Luna collaborated with pianist and composer Ariel Ramírez as a lyricist for the Misa Criolla (Creole Mass), in 1964. This joint success was followed by Mujeres Argentinas (Argentine Women), in 1969, among whose themes Alfonsina y el mar (an ode to the ill-fated poet Alfonsina Storni) became particularly well-known. Ramírez and Luna were joined by traditional folklore vocalist Mercedes Sosa for Cantata Sudamericana, a 1972 album which made the latter an iconic figure in the music of Argentina.

As a historian, contributed weekly editorials on current events for Clarín between 1964 and 1973, and as host of Hilando nuestra historia (Weaving Our History), an educational radio program, between 1977 and 1982. Offering up biographies on Presidents Roberto Ortiz (1978) and Julio Roca (Soy Roca, 1989), a comprehensive trilogy on the Perón years, and the pocket Breve historia de los argentinos (Brief History of the Argentines, 1993), among other books, he became known for his narrative style and pragmatic viewpoint on contentious events.

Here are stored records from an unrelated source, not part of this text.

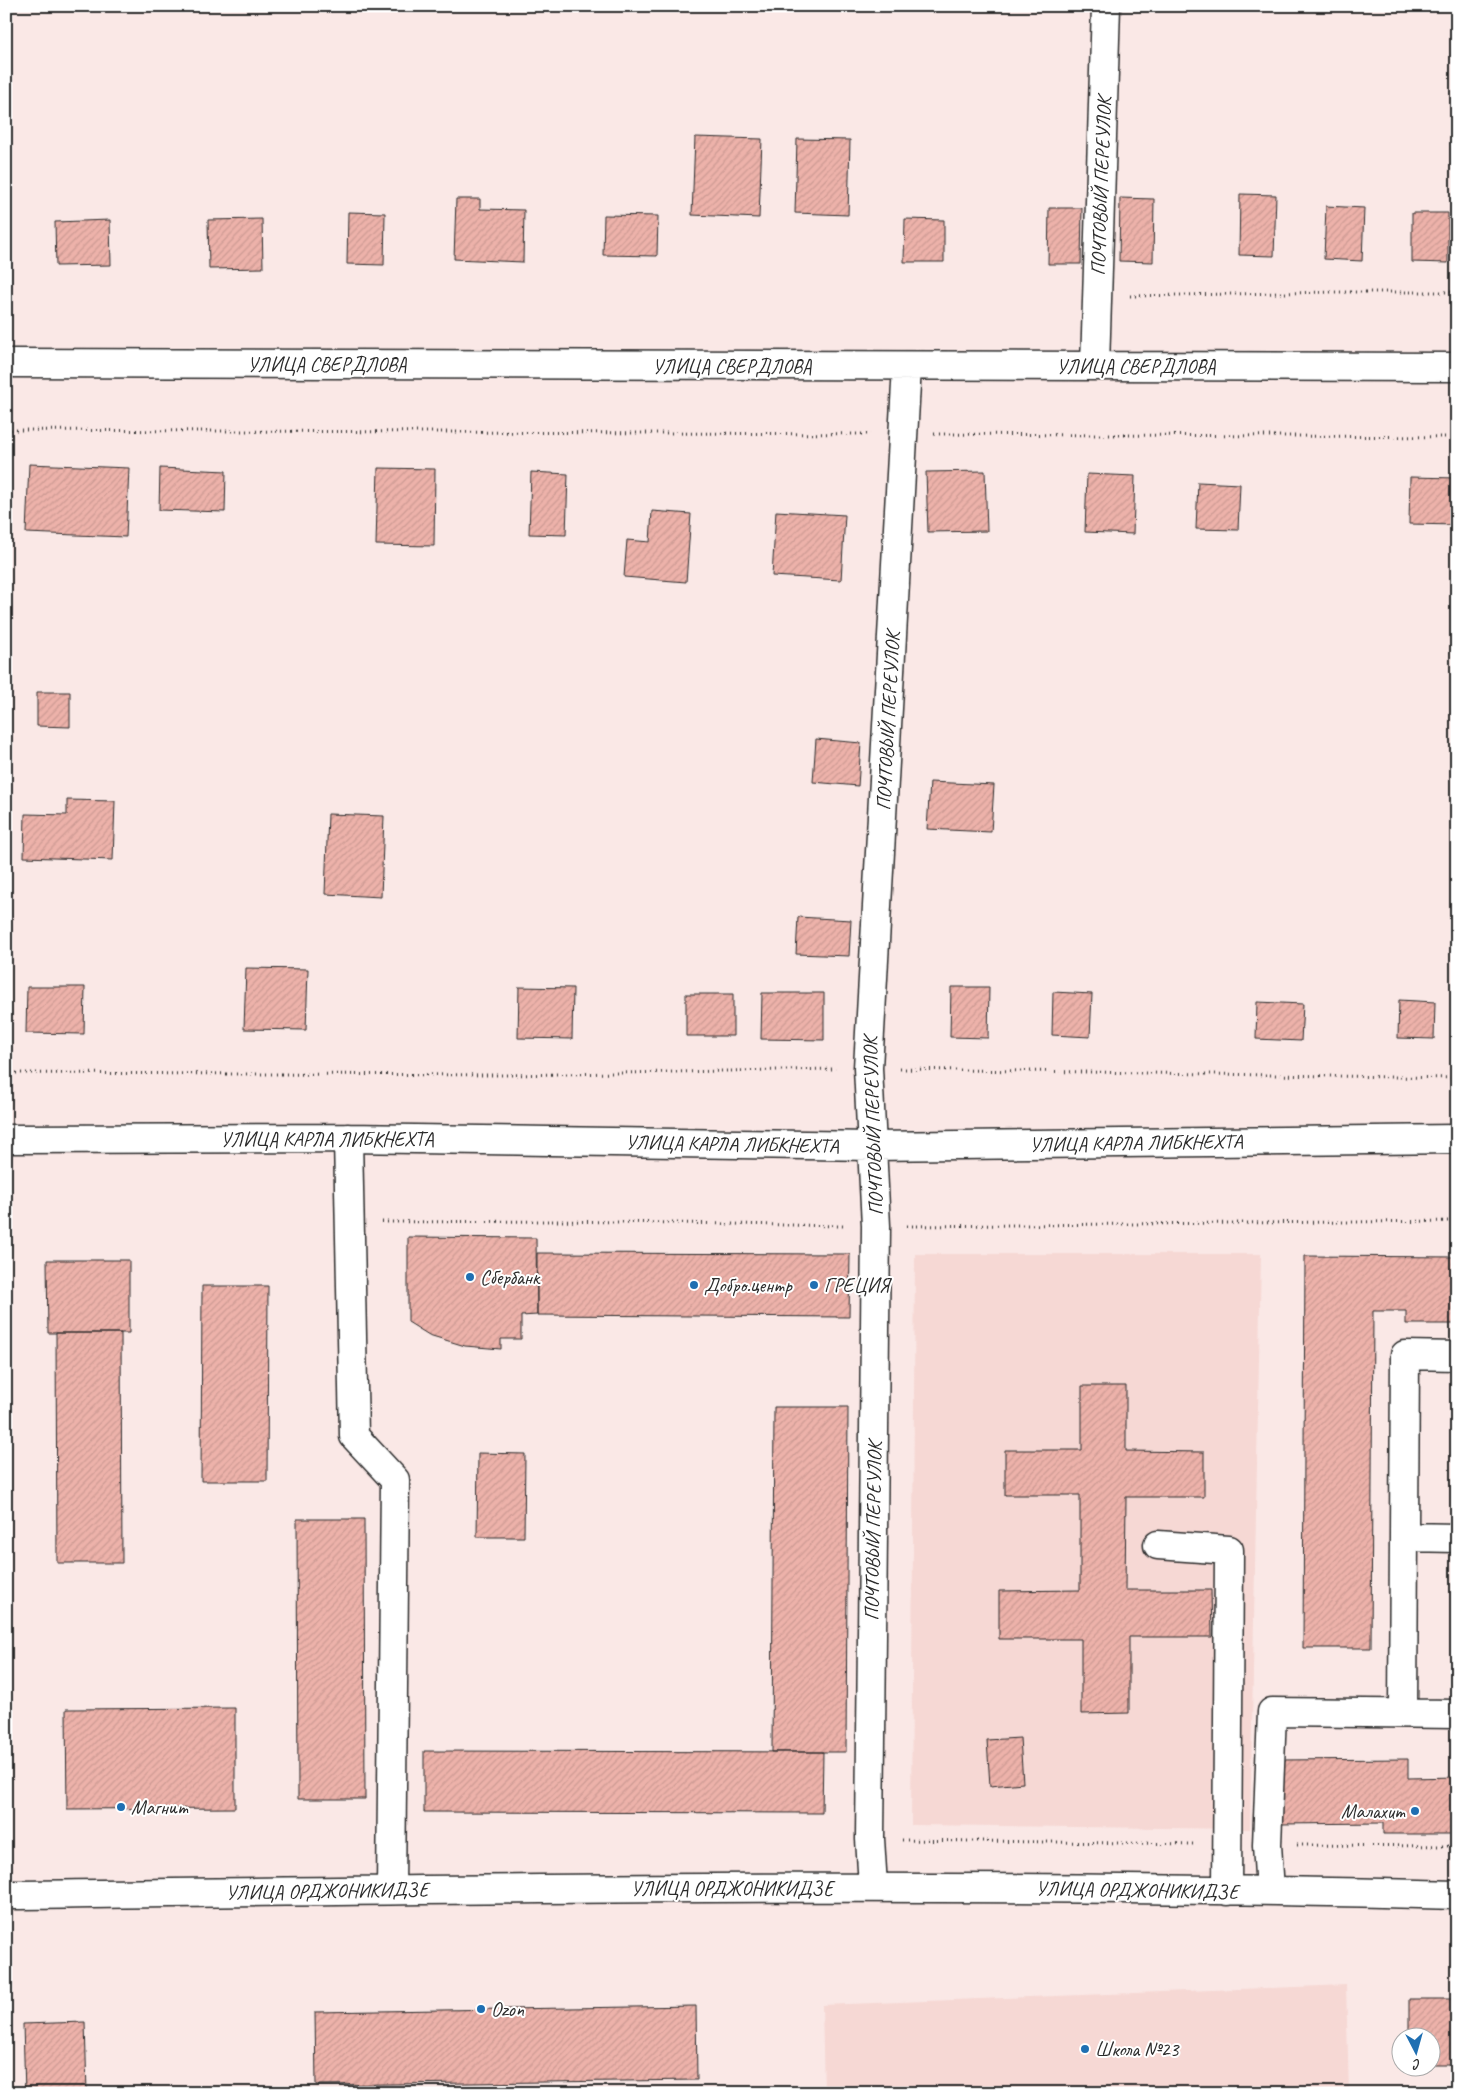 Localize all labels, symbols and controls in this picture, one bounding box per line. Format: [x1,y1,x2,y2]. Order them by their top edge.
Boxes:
street label: ПОЧТОВЫЙ ПЕРЕУЛОК [1085,92,1117,276]
street label: УЛИЦА СВЕРДЛОВА [247,352,408,377]
street label: УЛИЦА СВЕРДЛОВА [652,354,813,379]
street label: УЛИЦА СВЕРДЛОВА [1056,354,1217,379]
street label: ПОЧТОВЫЙ ПЕРЕУЛОК [871,627,905,811]
street label: ПОЧТОВЫЙ ПЕРЕУЛОК [857,1032,889,1216]
street label: УЛИЦА КАРЛА ЛИБКНЕХТА [220,1127,435,1152]
street label: УЛИЦА КАРЛА ЛИБКНЕХТА [1029,1129,1244,1157]
street label: УЛИЦА КАРЛА ЛИБКНЕХТА [625,1130,840,1158]
place label: Сбербанк [480,1265,541,1290]
marker: Сбербанк [464,1271,476,1283]
place label: Добро.центр [704,1273,793,1298]
place label: ГРЕЦИЯ [824,1273,893,1298]
marker: Добро.центр [688,1279,700,1291]
marker: ГРЕЦИЯ [808,1279,820,1291]
street label: ПОЧТОВЫЙ ПЕРЕУЛОК [859,1437,887,1621]
place label: Магнит [131,1795,189,1820]
place label: Малахит [1341,1799,1406,1824]
marker: Магнит [115,1801,127,1813]
marker: Малахит [1409,1805,1421,1817]
street label: УЛИЦА ОРДЖОНИКИДЗЕ [631,1876,836,1901]
street label: УЛИЦА ОРДЖОНИКИДЗЕ [1036,1876,1242,1904]
street label: УЛИЦА ОРДЖОНИКИДЗЕ [226,1877,432,1905]
place label: Ozon [491,1997,525,2022]
marker: Ozon [475,2003,487,2015]
north arrow [1390,2026,1440,2076]
place label: Школа №23 [1095,2037,1180,2062]
marker: Школа №23 [1079,2043,1091,2055]
text: С [1411,2056,1422,2073]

He founded an Argentine history monthly, Todo es Historia (Everything is History), in 1967 and continued to direct the publication until his death. Luna has been honored with numerous Konex Awards, the highest distinctions in the Argentine cultural realm, since 1984 for his work as a historian, biographer and lyricist, as well as a French Ordre national du Mérite in 1988. He was Secretary of Culture for the city of Buenos Aires in 1986-89. He died in Buenos Aires on November 5, 2009.